Je consommai deux premiers verres en relisant mes notes sans concentration suffisante, en écrivant quelques informations nouvelles et en observant de temps à autre mon entourage.
Héloïse me manquait. Ses yeux, son corps, son sourire, ses idées toujours différentes des miennes, ses questions. Depuis que nous vivions ensemble, elle était le miroir de ma pensée. Mon cerveau fonctionnait au ralenti en son absence. Comme j’aurais aimé pouvoir communiquer avec elle ce soir ! Mais le courrier entre Londres et Paris mettait plus d’une journée, et j’espérais en avoir fini avec cette histoire avant le temps nécessaire à un tel échange épistolaire.
La bière était délicieuse et je commandais un autre verre. Je buvais sans soif. Héloïse n’était pas là pour empêcher mes pensées d’errer. La détresse de la famille Darwin me gagna de manière irraisonnée. Elle me parut sans issue, comme celle d’Edmond Riley, d’Isabel et de sa mère. L’image de Riley, marchant – il y a précisément une semaine et à peu près à cette heure-ci – vers le sous-sol de l’Athenaeum Club comme vers son lieu d’exécution, me hantait. Je ne parvenais pas à la chasser de mon esprit. La mélancolie qui l’avait atteinte déteignait sur moi.
Si, ce soir-là, mon cerveau avait été moins embrumé et désolé, si Héloïse s’était trouvée là, la vérité me serait peut-être apparue. Mais au lieu de cela, je commandai un quatrième verre et me laissai aller à la sotte conclusion que toute vie devait mal finir.

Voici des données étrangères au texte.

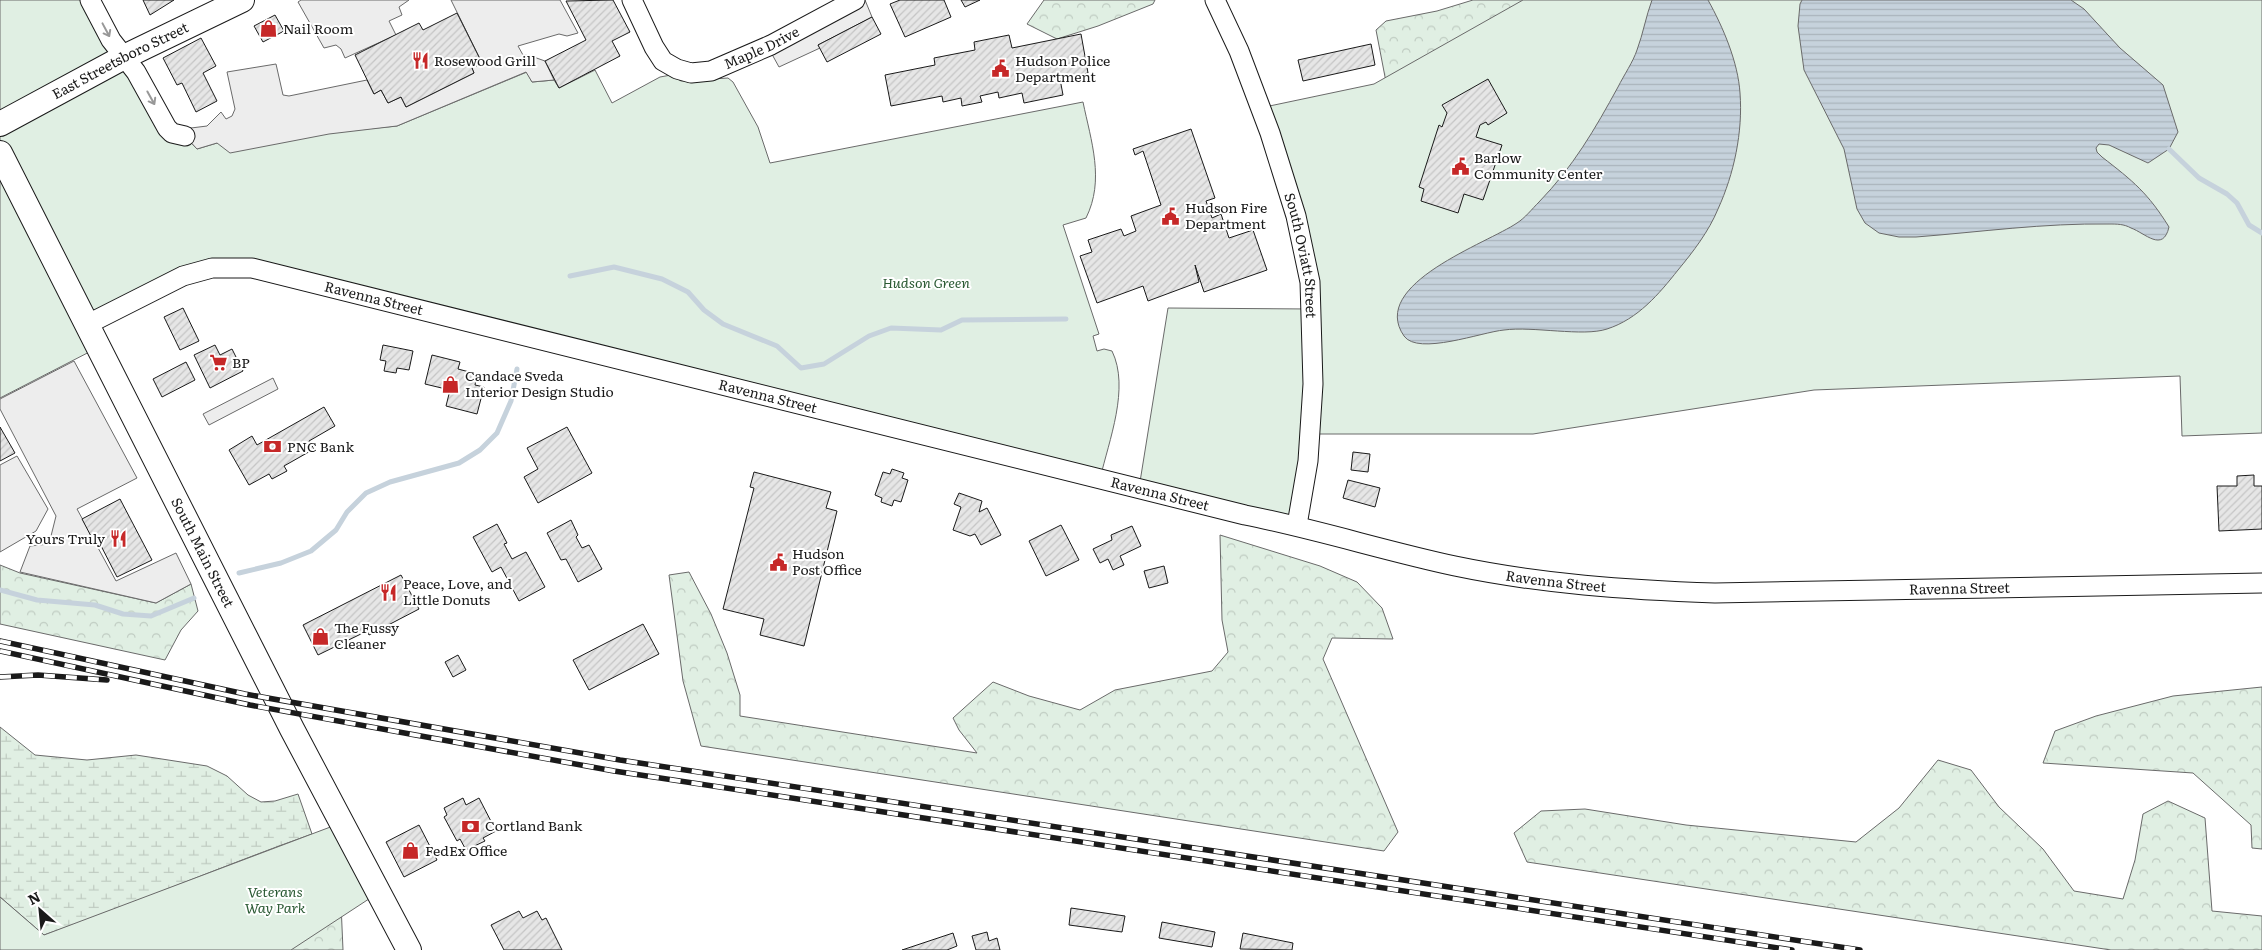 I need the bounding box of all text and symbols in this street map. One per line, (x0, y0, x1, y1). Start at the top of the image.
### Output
street label: East Streetsboro Street (48, 16, 192, 103)
place label: Nail Room (283, 18, 354, 38)
shop icon: Nail Room (259, 19, 279, 39)
street label: Maple Drive (721, 21, 802, 73)
one-way arrow (101, 22, 111, 37)
place label: Rosewood Grill (434, 50, 536, 70)
place label: Hudson Police Department (1015, 50, 1110, 86)
restaurant icon: Rosewood Grill (410, 51, 430, 71)
public building icon: Hudson Police Department (991, 59, 1011, 79)
one-way arrow (146, 91, 156, 105)
place label: Barlow Community Center (1474, 147, 1603, 183)
public building icon: Barlow Community Center (1450, 156, 1470, 176)
street label: South Oviatt Street (1280, 190, 1322, 319)
place label: Hudson Fire Department (1185, 197, 1267, 233)
public building icon: Hudson Fire Department (1161, 206, 1181, 226)
park label: Hudson Green (882, 272, 970, 292)
street label: Ravenna Street (323, 275, 426, 319)
place label: BP (232, 352, 250, 372)
supermarket icon: BP (208, 353, 228, 373)
place label: Candace Sveda Interior Design Studio (465, 365, 614, 401)
street label: Ravenna Street (717, 373, 820, 417)
shop icon: Candace Sveda Interior Design Studio (441, 374, 461, 394)
place label: PNC Bank (287, 436, 354, 456)
bank icon: PNC Bank (263, 437, 283, 457)
street label: Ravenna Street (1109, 471, 1212, 515)
street label: South Main Street (167, 494, 240, 611)
place label: Yours Truly (26, 528, 106, 548)
restaurant icon: Yours Truly (109, 529, 129, 549)
place label: Hudson Post Office (792, 543, 862, 579)
public building icon: Hudson Post Office (768, 552, 788, 572)
street label: Ravenna Street (1504, 564, 1607, 596)
place label: Peace, Love, and Little Donuts (403, 573, 513, 609)
street label: Ravenna Street (1909, 577, 2010, 598)
restaurant icon: Peace, Love, and Little Donuts (379, 582, 399, 602)
place label: The Fussy Cleaner (334, 617, 400, 653)
shop icon: The Fussy Cleaner (310, 626, 330, 646)
place label: Cortland Bank (485, 815, 583, 835)
bank icon: Cortland Bank (461, 816, 481, 836)
place label: FedEx Office (425, 840, 507, 860)
shop icon: FedEx Office (401, 841, 421, 861)
park label: Veterans Way Park (245, 881, 306, 917)
north arrow (15, 885, 65, 935)
text: N (24, 886, 44, 909)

Heureusement qu’aucun musicien ne jouait au Red Lion, sans quoi ma tristesse se serait doublée de la nostalgie que m’inspirent les airs anglais et irlandais et des souvenirs particuliers d’une mémorable soirée, juste après Noël 1836, dans une auberge d’Haworth, avec Héloïse et Julian (1).
À un moment, je crois m’être assis au comptoir et avoir tenté de discuter avec deux ou trois hommes, mais je ne me souviens plus bien.

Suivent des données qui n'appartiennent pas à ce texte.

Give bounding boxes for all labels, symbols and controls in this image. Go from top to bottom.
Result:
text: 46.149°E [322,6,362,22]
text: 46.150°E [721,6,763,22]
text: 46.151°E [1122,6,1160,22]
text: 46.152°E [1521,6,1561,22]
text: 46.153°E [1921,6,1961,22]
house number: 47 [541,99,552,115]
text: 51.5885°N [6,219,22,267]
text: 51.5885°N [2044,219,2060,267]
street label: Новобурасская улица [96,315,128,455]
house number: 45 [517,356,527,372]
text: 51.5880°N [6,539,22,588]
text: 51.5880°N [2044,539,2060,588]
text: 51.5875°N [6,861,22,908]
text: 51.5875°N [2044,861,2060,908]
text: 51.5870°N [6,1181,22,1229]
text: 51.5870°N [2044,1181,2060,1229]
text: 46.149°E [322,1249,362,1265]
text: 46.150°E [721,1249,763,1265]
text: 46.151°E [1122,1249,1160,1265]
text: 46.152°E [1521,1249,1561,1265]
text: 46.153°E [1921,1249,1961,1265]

J’ai mis un temps infini à regagner ma chambre d’hôtel sur Pall Mall. Quand il me vit dans ce triste état, un homme de service à l’entrée me soutint sans un mot jusqu’à l’étage. Je voulus le remercier d’une pièce, mais il refusa. C’est du moins ce qu’il m’expliqua le lendemain en réponse à mes questions, car ma mémoire n’a gardé aucune trace de cette fin de soirée.
Sauf lorsque, allongé sur mon lit, je ne pus retenir des larmes. Et quand je fis le geste de sortir mon mouchoir, celui ensanglanté d’Edmond Riley me revint. J’eus alors la conscience fugace de la raison d’être de cet objet dans la poche du mort, mais je sombrai aussitôt dans un sommeil agité où les cauchemars se succédèrent les uns aux autres.

(1) : Les Mystères de Roe Head.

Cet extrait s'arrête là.